BELLAIRE - Bellaire Local School District Superintendent Tony Scott retired from his post this summer, and school board members quickly rehired him to his old position.
The move allows him to continue to earn the $83,500 a year he is paid as superintendent, and also draw on the Ohio Public Employment Retirement System funds he has paid into during his career.
The practice of public employees retiring but not leaving their government job is common in Ohio, and lawmakers could look at legislation to curb "double-dipping" this fall.
School personnel "are entitled to retirement after 30 years," Scott said. "And the school board wanted me to come back. I've earned that (retirement). Retirement is something you earn over the course of your experience, and the money I'm being paid has been part of my contract. The district is not spending one extra dime."
Bellaire schools have faced severe financial cutbacks during the past three years, and the number of administrators in the district has been cut from nine to four - the three building principals and Scott in the main office, he said.
"Who do you think is picking up the extra work?" Scott said of the four administrators. "Retirement is something people earn - it has nothing to do with salary. My salary hasn't changed. But with the amount of administrators we've cut, somebody still has to do the work."
House Bill 388, introduced last year by Ohio Rep. Rex Damschroder, R-Tiffin, seeks to amend the rules for public employee retirement in the state, and curb the practice of an employee's retiring then being rehired and receiving benefits.
It currently sits before the House Committee on Health and Aging.
Rep. Andy Thompson, R-Marietta, said he has heard from leadership the measure could come up for discussion this fall.
Double dipping "is a problem in Ohio when it comes to fairness and cost," he said. "The general public really understands this issue. People retire, then they go back to work the next day. It's egregious. If they want to retire, they should retire.
"The system needs new blood periodically. When that person who retires is rehired, it denies that opportunity to someone else. Clearly institutional knowledge is valuable, but we don't want to pay for it twice. I don't bemoan people who are making themselves available, but it is not the most cost effective."
Sen. Lou Gentile, D-Steubenville, said he doubts legislation pertaining to double dipping will pass the Ohio General Assembly as many members - including many in leadership positions - are themselves drawing multiple government salaries.
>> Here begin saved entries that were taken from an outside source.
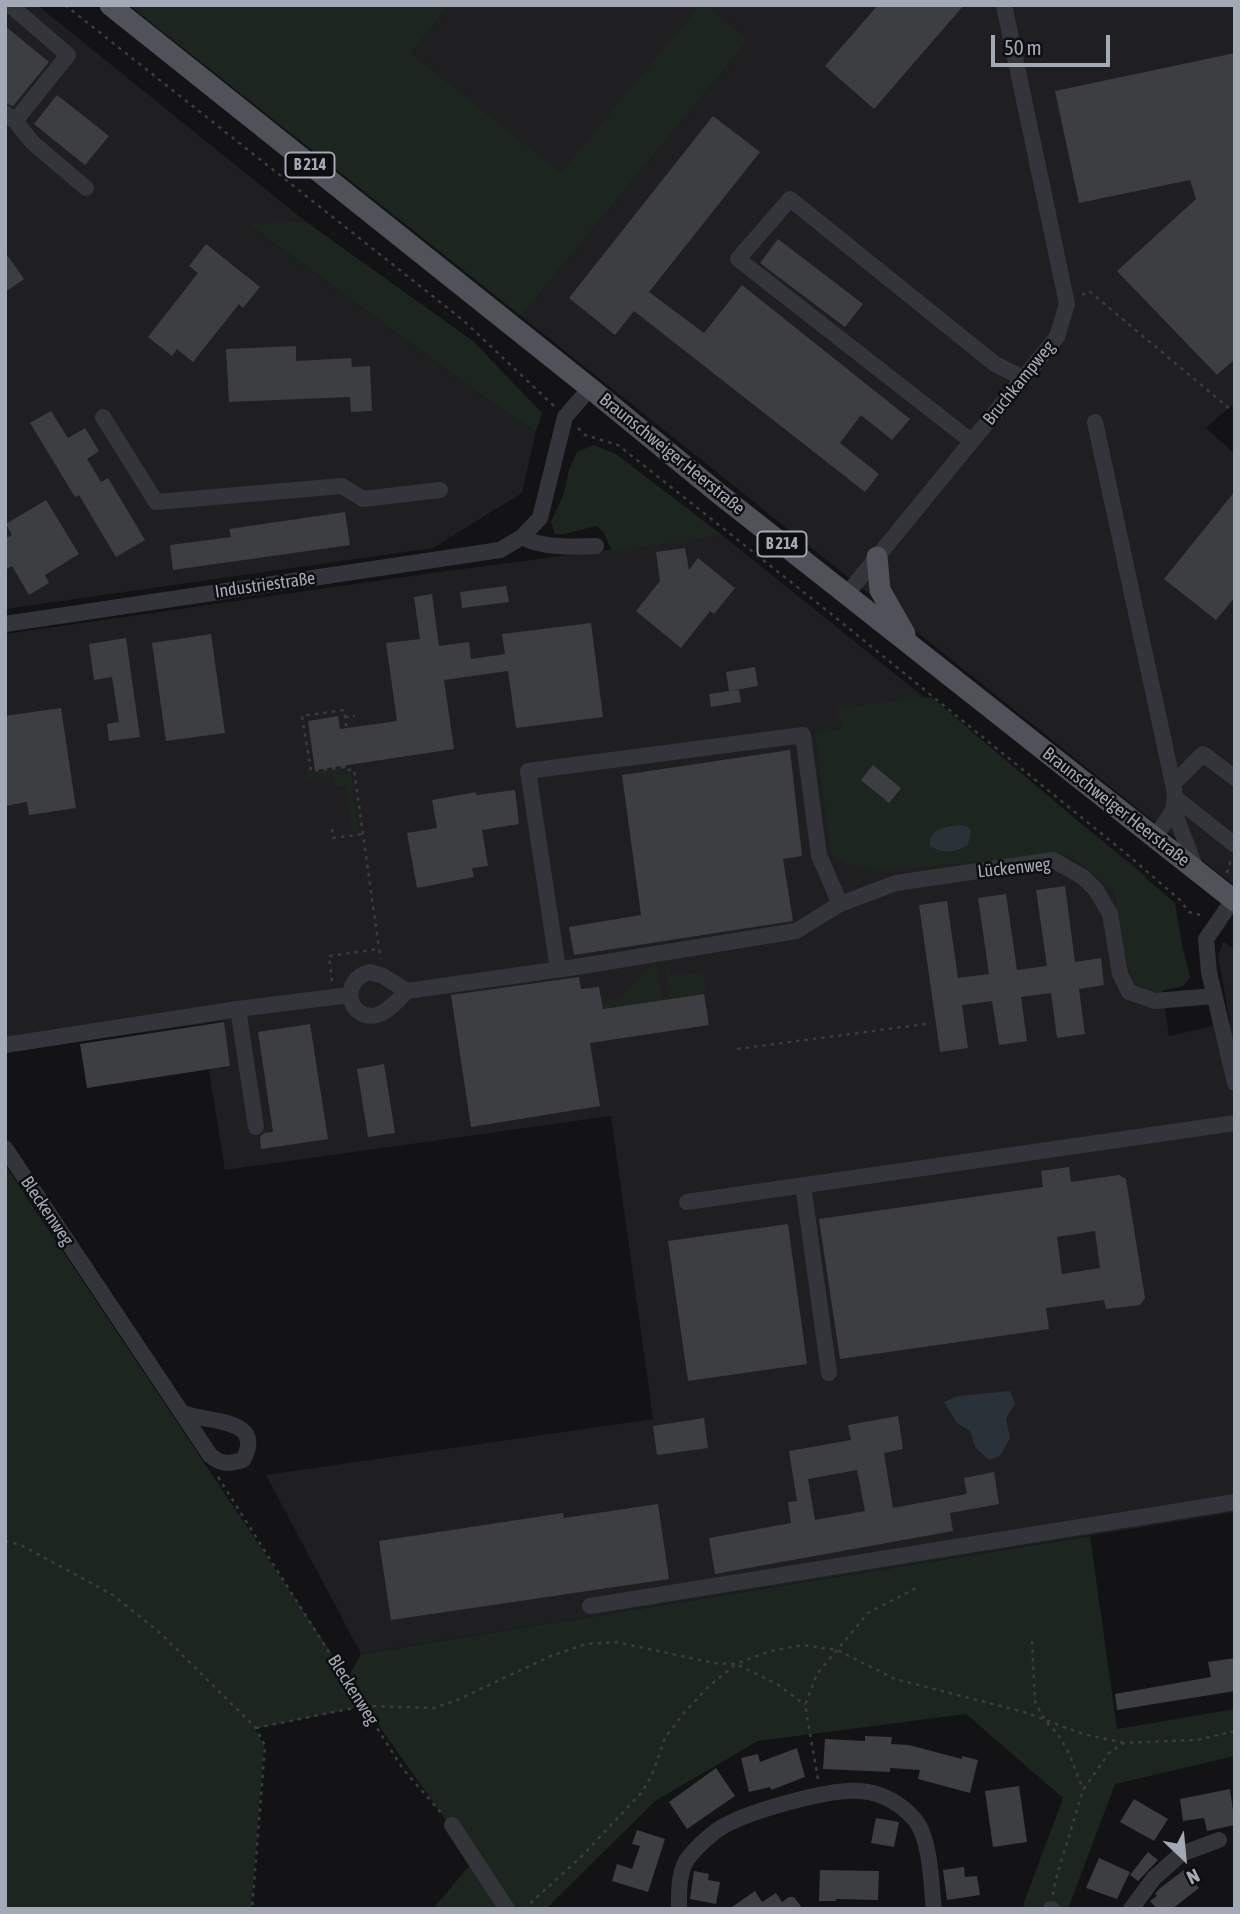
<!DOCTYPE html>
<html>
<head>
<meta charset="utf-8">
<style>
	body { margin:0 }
	#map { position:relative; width:1240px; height:1914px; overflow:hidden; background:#131315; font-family:"Asap Condensed",sans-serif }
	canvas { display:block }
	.frame { position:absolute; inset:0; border:7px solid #a4a9b6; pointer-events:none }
	.north { position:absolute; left:1149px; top:1823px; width:70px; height:70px; -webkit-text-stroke:5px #0e0e10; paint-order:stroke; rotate:154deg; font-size:19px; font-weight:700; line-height:28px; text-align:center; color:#a4a9b6 }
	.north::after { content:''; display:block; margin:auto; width:24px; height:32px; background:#a4a9b6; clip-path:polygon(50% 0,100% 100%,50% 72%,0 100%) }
	.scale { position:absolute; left:991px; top:35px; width:119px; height:32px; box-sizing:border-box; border:4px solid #a4a9b6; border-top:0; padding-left:9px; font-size:21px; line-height:24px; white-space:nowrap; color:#a4a9b6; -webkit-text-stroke:5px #0e0e10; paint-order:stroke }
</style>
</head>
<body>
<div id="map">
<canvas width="1240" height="1914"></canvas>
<div class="frame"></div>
<div class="north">N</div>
<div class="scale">50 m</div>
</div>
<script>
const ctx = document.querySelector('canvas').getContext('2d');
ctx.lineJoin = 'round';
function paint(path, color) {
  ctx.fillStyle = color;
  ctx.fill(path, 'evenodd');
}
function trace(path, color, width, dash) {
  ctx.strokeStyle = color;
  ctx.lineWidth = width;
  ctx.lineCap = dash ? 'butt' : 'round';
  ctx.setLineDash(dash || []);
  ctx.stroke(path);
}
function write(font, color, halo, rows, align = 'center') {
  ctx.font = font + ' "Asap Condensed",sans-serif';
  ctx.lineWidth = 5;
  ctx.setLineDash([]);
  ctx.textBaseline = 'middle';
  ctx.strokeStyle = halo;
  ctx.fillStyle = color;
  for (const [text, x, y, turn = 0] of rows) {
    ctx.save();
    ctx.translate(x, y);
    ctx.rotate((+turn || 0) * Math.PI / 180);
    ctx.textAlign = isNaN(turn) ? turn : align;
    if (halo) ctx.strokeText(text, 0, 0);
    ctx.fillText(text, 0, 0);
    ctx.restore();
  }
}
paint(new Path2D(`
	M5 5H37L305 221 249 225 502 410 536 431 522 493 433 548 5 609Z
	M449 5H700L562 174 411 53Z
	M706 5H1235V402L1206 428 1235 454V886L521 316 748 40Z
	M722 535 1145 875 1169 1036 1230 1022 1218 956 1224 941 1235 950V1512L361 1654 266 1475 653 1419 611 1116 225 1170 209 1070 230 1066 223 1021 5 1052V634L432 573Z`), '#1f1f22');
paint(new Path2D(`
	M129 5H449L411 53 561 173 700 5H706L748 40 521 316Z
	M305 221 473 341 542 413 536 431 502 410 248 224Z
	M594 445 616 454 722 535 612 551 603 531 596 526 564 534H555L551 522 564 493 569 470 577 452Z
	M931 697 1175 903 1182 945 1190 977 1183 986 1151 993C1144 990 1139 987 1134 980 1123 964 1119 912 1114 890L1068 854 883 870 845 864 831 853 815 733 842 729 837 708Z
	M339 769 340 775 351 774 358 831 352 832 346 786 334 787 332 775 305 778V774Z
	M665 958H667L670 975 703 973 706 993 670 999Z
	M656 963 662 1000 585 1011 584 1005 622 997 651 966Z
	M5 1165 348 1678 361 1654 1090 1536 1117 1729 1235 1709V1756L1115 1784 1068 1909H1023L1024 1902 1063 1798 966 1714 758 1741 655 1801 546 1909H433L474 1860 365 1706 255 1729 264 1746 251 1909H5Z`), '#1d251f');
paint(new Path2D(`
	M960 825 968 827 971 832 968 845C956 853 942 854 930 846 929 828 945 827 960 825Z
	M1010 1391 1015 1403 1006 1419 1010 1438 1000 1456 989 1460 975 1447 970 1431 957 1423 944 1402 958 1396Z`), '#293139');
paint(new Path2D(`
	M878 5H964L874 109 825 66Z
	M5 26 49 62 13 106 5 103Z
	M1235 53V359L1217 375 1117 271 1196 199 1190 180 1079 203 1055 91Z
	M57 95 109 136 85 165 34 124Z
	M713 116 760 152 649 292 704 333 742 285 910 419 892 440 861 415 840 443 879 474 865 492 634 311 615 335 569 298Z
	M778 239 863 304 845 327 760 263Z
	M206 244 260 287 243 308 239 304 193 362 177 349 172 356 148 337 198 273 189 266Z
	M5 252 24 279 5 292Z
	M296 346V361L351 358 352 367 370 366 372 411 351 412 350 397 229 402 226 349Z
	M51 411 68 438 85 428 99 451 87 459 101 482 108 478 145 540 116 557 79 495 75 497 30 423Z
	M1235 491V597L1216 620 1164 579Z
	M46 500 79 554 45 575 49 583 29 595 12 566 5 570V539L12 535 6 524Z
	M345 512 350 545 173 570 170 545 231 537 229 529Z
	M685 548 689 570 698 558 735 588 714 614 710 611 681 648 636 611 660 581 656 552Z
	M506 586 509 602 462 608 460 592Z
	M432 594 439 646 469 642 471 659 505 654 502 634 591 623 603 717 516 728 508 671 444 680 454 749 315 770 308 721 338 716 340 729 397 721 386 643 420 639 414 597Z
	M211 634 225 733 166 741 152 643Z
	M126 638 140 737 109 741 107 724 119 722 112 677 94 680 89 644Z
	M755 667 758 686 730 691 739 689 741 702 711 707 709 694 729 691 726 672Z
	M61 708 76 808 29 815 27 802 5 806V716Z
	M790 750 802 856 783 859 793 921 574 955 569 927 641 915 622 775Z
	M873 765 901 788 889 803 861 780Z
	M515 790 519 824 482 830 488 866 472 868 474 877 417 888 407 833 437 828 432 800 476 792V795Z
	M1065 886 1075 962 1101 958 1104 985 1079 989 1085 1034 1057 1038 1051 993 1021 997 1027 1041 999 1045 992 1001 962 1005 968 1048 940 1052 919 905 947 901 958 978 989 974 978 898 1006 894 1017 970 1047 966 1036 890Z
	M579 977 581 989 599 987 603 1009 704 994 709 1025 590 1043 600 1106 471 1127 451 995Z
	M224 1022 230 1066 87 1088 80 1044Z
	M310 1024 328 1139 261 1149 260 1137 264 1133 273 1132 258 1032Z
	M384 1064 395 1133 368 1137 357 1069Z
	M1069 1167 1071 1182 1119 1175 1126 1179 1145 1298 1140 1305 1106 1309 1104 1300 1046 1308 1049 1329 840 1359 819 1219 1043 1187 1041 1171ZM1095 1231 1100 1268 1062 1274 1057 1237Z
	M788 1224 807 1364 688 1381 668 1241Z
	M898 1416 903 1449 884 1453 893 1508 967 1494 964 1478 994 1472 999 1504 950 1513 953 1531 715 1574 709 1538 791 1523 788 1502 797 1501 789 1451 851 1440 848 1425ZM857 1470 865 1511 815 1520 808 1479Z
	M704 1418 708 1448 657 1455 653 1426Z
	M658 1504 669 1579 391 1620 379 1541 563 1513 564 1518Z
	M1235 1658V1691L1117 1710 1115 1694 1211 1677 1208 1662Z
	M865 1736 892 1737 891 1744 909 1745 962 1759V1756L978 1760 970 1793 918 1779 920 1770 890 1768V1772L823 1769 825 1739 865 1741Z
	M797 1748 805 1777 771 1790 770 1787 749 1792 741 1758 758 1754 760 1762Z
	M716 1768 735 1796 687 1829 669 1802Z
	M1019 1786 1027 1842 993 1847 985 1791Z
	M1230 1789 1235 1825 1207 1831 1204 1818 1183 1821 1180 1799Z
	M1134 1799 1168 1819 1154 1841 1120 1822Z
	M876 1818 899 1822 894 1847 871 1843Z
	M637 1830 665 1839 648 1892 612 1881 617 1864 632 1869 640 1846 632 1844Z
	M1148 1852 1158 1860 1138 1881 1130 1875Z
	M1099 1858 1130 1872 1117 1899 1086 1888Z
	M964 1867 965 1877 977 1876 980 1895 947 1900 943 1870Z
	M820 1870 879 1871 878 1900 836 1899V1901H819Z
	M1184 1870 1199 1888 1172 1909H1157L1150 1901 1157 1896 1155 1894 1159 1889Z
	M694 1871 709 1874 708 1880 720 1882 716 1904 690 1899Z
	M755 1891 762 1902 776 1893 782 1902 789 1897H794L803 1909H729Z`), '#3d3e42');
trace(new Path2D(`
	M65 5 464 321 555 407
	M1082 295 1089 291 1230 409 1235 406
	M578 428 585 435 618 445 830 613 1129 856 1180 900 1189 912 1205 916
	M345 717 355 716
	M344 765V770H354L379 949
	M344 767 311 771 302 716 344 710 348 738
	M332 829 333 838 363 834
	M1227 873 1231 859
	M332 981 329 956 379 949 381 959
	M737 1049 926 1024
	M218 1477 403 1769 443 1815
	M5 1541 21 1545 113 1595 159 1632 256 1728 265 1746 252 1909
	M1032 1641 1035 1702 1046 1722 1057 1733 1069 1753 1083 1790
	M256 1728 363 1706 434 1708 457 1700 551 1656 586 1644 616 1642 714 1663 736 1664 770 1651 804 1645 837 1650 895 1679 1024 1712 1083 1734 1124 1743
	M818 1779 805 1705 817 1674 868 1613 916 1588
	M1053 1895 1055 1882 1083 1790 1109 1753 1124 1743 1197 1740 1235 1731
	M524 1909 581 1857 642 1792 652 1775 665 1738 684 1713 708 1687 736 1664 777 1684 805 1705`), '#3a3c41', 2.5, [3.5, 5]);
trace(new Path2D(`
	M5 113 15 121 68 55 10 5
	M15 121 33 143 86 188
	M103 417 156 502 342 486 363 499 440 490
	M1095 422 1173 784
	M971 441 738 259 790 199 995 364 1023 378
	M522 537C540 548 575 547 596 546
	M846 595 1057 337 1067 304 1004 5
	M5 624 500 550 522 537 540 518 565 417 590 388
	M1177 799 1235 845
	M1174 811 1196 869
	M1154 837C1169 817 1179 810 1173 784L1203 754 1235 778
	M1233 900 1206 939 1209 972 1235 1083
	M558 969 528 771 803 735 819 855 840 904
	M370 972 383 976 407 991C399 999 388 1012 377 1015 349 1022 338 980 370 972Z
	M407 991 576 967 796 931 840 904 896 883 1053 860 1083 877 1096 890 1110 914 1120 974 1129 992 1155 1001 1214 996
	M238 1009 256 1127
	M5 1045 238 1009 350 995
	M5 1148 210 1455C221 1465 229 1464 243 1460 266 1417 207 1423 183 1413
	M803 1185 829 1373
	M687 1202 1235 1123
	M590 1606 1235 1502
	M452 1825 507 1909
	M679 1909C679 1893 678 1870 689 1857 696 1848 707 1838 716 1831 740 1813 830 1788 860 1791 881 1792 902 1804 915 1820 931 1839 931 1885 934 1909
	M1051 1909H1052
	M1131 1909 1154 1878 1181 1854 1219 1840`), '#34353a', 16);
trace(new Path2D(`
	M110 5 590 388 718 493 1235 901
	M877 557 880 590 905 634`), '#505159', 21);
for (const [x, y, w] of [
	[310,165,49],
	[782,544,49]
]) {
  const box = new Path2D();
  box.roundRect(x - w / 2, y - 12.5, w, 25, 5);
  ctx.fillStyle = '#0e0e10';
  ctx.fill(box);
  trace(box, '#a4a9b6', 2);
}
write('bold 16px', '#a4a9b6', null, [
	["B 214",310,165],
	["B 214",782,544]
]);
write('18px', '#a4a9b6', '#0e0e10', [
	["Bruchkampweg",1019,383,-51],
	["Braunschweiger Heerstraße",672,454,39],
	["Industriestraße",265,585,-8],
	["Braunschweiger Heerstraße",1116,807,38],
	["Lückenweg",1014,868,-6],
	["Bleckenweg",47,1211,56],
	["Bleckenweg",353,1690,58]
]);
</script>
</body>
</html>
As an example, he pointed to House Speaker William G. Batchelder, R-Medina. Batchelder has been an adjunct professor at Cleveland State University Levin College of Urban Affairs, a Medina County Common Pleas Court judge and a judge with the 9th District Court of Appeals. Now retired, he is serving his second stint in the Ohio House.
"Something has been introduced to curtail double dipping, but many in the Legislature are actually engaged in that practice," Gentile said. "That leaves me wondering whether they will actually get serious and do something. ... I'm certainly sensitive to challenging times we have ... and how some can view these practices as cause for concern."
He added for now, Ohio leaders need to focus on maintaining the benefits due workers "who played by the rules "and believed they would draw on a defined benefit plan when they retired.
"I know it's an issue when people - usually school superintendents - retire and are rehired, but this can be a savings for a lot of entities," said Rep. Jack Cera, D-Bellaire.
He added no hearings are yet scheduled for HB 388 in the House.
"But we are probably going to vote in September on a bill pertaining to retirement systems, to make sure they are solvent," Cera said.